Required action >>
Using the entries below, write out the line with "position:relative; width:819px; height:2497px;", the line with "height:20px; margin:-10px; padding:0", and every line in between, exactly as each is written.

Records for the task >>
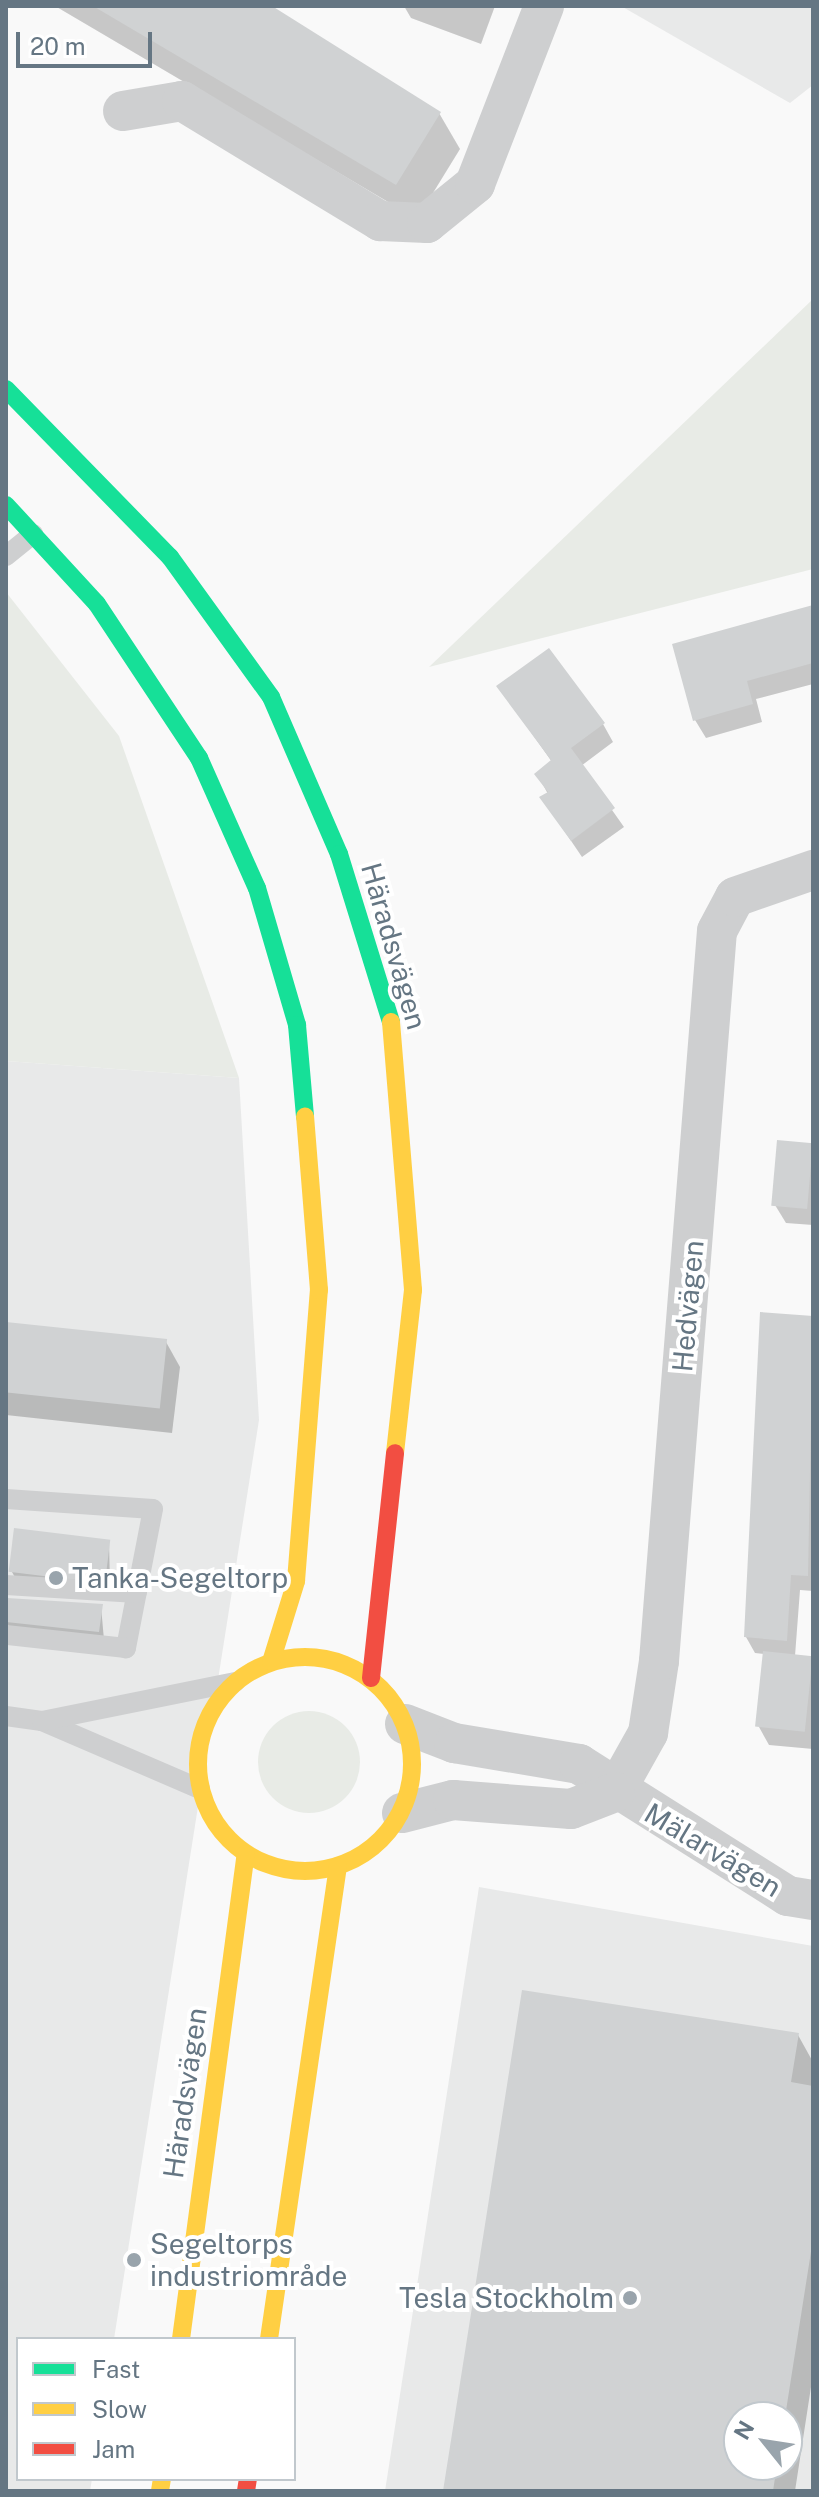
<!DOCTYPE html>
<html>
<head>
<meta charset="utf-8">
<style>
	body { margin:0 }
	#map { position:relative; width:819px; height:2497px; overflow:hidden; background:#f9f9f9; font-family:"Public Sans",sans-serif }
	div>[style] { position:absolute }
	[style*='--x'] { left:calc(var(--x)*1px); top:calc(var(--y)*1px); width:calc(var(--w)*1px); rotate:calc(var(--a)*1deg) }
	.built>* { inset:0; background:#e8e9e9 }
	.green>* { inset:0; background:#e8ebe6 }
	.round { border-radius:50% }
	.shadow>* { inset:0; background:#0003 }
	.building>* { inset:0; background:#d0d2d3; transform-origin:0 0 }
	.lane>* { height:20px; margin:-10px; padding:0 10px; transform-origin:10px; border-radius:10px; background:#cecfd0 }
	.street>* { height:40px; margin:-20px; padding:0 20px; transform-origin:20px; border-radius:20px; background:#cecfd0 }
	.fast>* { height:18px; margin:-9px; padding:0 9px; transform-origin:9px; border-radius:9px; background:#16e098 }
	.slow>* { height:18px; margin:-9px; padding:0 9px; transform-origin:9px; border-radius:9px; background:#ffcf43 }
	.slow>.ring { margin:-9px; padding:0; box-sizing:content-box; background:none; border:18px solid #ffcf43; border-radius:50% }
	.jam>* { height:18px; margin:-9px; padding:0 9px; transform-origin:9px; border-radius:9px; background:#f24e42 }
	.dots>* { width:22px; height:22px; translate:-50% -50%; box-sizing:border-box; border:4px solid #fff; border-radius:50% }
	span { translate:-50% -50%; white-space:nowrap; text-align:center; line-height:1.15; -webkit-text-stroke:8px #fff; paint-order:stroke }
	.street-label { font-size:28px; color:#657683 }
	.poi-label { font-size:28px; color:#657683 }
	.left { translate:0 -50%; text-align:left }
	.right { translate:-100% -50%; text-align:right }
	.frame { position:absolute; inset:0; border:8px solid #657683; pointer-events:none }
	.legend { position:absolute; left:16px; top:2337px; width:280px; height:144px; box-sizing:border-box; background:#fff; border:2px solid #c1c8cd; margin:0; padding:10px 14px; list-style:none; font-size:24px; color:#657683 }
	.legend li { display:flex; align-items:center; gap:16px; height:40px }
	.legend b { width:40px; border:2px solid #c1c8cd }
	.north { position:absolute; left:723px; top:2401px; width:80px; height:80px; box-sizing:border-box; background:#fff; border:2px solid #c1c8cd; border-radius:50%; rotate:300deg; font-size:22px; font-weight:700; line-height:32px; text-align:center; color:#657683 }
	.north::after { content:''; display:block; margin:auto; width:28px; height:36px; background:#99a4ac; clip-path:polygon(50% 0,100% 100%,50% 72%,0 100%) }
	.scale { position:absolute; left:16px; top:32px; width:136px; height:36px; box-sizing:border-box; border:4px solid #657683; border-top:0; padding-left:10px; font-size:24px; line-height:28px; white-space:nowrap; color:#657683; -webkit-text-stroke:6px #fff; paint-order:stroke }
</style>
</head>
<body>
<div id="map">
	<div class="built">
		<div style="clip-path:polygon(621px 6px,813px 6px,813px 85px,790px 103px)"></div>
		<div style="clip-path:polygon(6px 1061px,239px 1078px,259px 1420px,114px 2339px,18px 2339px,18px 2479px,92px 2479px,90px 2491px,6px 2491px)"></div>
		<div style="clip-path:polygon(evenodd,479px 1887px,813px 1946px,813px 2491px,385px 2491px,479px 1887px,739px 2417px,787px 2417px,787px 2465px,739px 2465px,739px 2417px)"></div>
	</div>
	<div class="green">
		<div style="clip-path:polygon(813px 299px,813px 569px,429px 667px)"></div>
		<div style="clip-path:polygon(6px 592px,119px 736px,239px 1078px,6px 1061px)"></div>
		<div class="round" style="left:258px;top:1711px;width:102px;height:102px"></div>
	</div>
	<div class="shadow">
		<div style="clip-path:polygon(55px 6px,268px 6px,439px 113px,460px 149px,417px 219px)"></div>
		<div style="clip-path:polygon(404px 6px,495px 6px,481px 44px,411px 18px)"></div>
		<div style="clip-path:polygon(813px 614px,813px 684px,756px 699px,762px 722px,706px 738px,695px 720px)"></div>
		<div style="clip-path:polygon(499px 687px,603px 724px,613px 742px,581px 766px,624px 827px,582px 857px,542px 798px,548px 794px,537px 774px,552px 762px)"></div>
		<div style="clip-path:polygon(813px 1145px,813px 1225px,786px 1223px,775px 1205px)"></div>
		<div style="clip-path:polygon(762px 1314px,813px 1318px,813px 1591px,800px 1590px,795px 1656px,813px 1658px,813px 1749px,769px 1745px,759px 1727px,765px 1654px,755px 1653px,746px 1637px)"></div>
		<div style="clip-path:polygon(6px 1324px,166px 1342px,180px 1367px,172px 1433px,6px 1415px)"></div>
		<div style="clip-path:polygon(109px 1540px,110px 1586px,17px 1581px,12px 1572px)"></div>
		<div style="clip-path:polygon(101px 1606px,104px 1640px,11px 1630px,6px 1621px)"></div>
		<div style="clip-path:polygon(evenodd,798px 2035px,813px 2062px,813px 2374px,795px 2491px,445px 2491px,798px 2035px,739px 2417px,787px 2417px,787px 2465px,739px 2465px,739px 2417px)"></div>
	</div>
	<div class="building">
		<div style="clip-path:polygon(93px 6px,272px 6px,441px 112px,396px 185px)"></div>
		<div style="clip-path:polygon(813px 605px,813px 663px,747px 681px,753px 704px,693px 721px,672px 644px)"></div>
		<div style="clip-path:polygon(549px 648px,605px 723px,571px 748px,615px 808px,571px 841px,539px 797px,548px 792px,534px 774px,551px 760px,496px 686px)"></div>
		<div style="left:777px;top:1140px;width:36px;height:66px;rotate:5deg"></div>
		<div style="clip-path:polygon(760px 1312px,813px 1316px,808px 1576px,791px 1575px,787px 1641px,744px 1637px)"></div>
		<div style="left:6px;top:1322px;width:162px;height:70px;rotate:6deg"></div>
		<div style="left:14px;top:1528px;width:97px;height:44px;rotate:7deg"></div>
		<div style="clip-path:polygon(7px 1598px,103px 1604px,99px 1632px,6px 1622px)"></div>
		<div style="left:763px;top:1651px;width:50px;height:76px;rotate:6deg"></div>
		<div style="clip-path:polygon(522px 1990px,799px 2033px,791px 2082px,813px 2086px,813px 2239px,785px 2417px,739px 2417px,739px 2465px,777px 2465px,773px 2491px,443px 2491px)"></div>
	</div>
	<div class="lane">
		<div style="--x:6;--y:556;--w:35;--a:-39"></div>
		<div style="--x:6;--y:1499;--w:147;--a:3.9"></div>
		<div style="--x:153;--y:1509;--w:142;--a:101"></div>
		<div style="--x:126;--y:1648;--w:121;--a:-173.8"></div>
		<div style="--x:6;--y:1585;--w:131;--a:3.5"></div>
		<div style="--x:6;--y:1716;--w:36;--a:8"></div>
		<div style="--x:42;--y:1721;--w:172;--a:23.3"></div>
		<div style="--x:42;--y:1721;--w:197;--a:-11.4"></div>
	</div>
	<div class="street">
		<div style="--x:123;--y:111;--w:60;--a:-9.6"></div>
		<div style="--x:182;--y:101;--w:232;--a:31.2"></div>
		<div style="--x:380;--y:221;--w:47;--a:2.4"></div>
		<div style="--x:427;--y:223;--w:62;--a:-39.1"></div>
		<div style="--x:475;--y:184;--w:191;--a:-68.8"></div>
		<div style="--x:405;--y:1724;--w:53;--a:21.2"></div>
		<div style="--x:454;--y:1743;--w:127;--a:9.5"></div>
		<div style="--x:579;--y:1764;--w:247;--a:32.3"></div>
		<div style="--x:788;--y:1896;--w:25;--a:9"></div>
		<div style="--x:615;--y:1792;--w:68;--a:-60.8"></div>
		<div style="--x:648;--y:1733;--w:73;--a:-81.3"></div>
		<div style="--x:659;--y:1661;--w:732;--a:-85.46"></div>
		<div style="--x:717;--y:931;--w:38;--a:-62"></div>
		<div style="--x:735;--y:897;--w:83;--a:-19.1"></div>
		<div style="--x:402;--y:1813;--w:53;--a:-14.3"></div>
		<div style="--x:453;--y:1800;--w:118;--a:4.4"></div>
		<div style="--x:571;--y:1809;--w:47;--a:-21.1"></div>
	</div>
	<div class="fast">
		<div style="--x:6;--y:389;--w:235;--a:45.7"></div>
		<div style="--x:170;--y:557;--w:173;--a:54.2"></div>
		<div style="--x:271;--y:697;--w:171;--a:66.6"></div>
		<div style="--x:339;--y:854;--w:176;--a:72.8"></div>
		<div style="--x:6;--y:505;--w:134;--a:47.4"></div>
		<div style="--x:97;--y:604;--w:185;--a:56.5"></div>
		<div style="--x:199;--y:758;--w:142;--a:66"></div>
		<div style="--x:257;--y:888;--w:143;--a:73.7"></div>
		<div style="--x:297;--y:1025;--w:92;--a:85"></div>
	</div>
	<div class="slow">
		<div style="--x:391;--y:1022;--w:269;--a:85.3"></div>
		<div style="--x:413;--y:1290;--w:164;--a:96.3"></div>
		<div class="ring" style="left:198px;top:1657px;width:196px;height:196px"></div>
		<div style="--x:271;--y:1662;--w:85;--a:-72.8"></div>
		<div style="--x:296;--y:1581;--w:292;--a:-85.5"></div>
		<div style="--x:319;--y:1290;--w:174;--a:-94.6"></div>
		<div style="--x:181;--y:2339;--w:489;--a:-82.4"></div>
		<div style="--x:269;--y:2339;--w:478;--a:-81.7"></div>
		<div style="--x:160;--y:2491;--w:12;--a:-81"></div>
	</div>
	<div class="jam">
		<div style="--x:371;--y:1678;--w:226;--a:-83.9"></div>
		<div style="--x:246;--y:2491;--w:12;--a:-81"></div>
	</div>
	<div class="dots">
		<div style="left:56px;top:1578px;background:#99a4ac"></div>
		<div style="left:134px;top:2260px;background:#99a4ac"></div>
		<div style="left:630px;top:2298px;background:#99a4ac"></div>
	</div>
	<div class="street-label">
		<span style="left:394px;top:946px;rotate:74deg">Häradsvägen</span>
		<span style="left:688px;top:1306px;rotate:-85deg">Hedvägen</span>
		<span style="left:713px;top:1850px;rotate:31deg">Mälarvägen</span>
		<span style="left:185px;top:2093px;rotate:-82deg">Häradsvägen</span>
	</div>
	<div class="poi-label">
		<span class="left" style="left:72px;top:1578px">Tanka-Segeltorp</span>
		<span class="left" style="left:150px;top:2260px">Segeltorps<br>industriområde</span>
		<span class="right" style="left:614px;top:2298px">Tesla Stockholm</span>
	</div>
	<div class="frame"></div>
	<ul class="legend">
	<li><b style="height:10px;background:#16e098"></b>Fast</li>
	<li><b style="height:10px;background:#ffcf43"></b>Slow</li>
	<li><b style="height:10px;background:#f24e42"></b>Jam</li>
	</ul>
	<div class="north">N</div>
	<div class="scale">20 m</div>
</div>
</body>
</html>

Answer to this exercise >>
	#map { position:relative; width:819px; height:2497px; overflow:hidden; background:#f9f9f9; font-family:"Public Sans",sans-serif }
	div>[style] { position:absolute }
	[style*='--x'] { left:calc(var(--x)*1px); top:calc(var(--y)*1px); width:calc(var(--w)*1px); rotate:calc(var(--a)*1deg) }
	.built>* { inset:0; background:#e8e9e9 }
	.green>* { inset:0; background:#e8ebe6 }
	.round { border-radius:50% }
	.shadow>* { inset:0; background:#0003 }
	.building>* { inset:0; background:#d0d2d3; transform-origin:0 0 }
	.lane>* { height:20px; margin:-10px; padding:0 10px; transform-origin:10px; border-radius:10px; background:#cecfd0 }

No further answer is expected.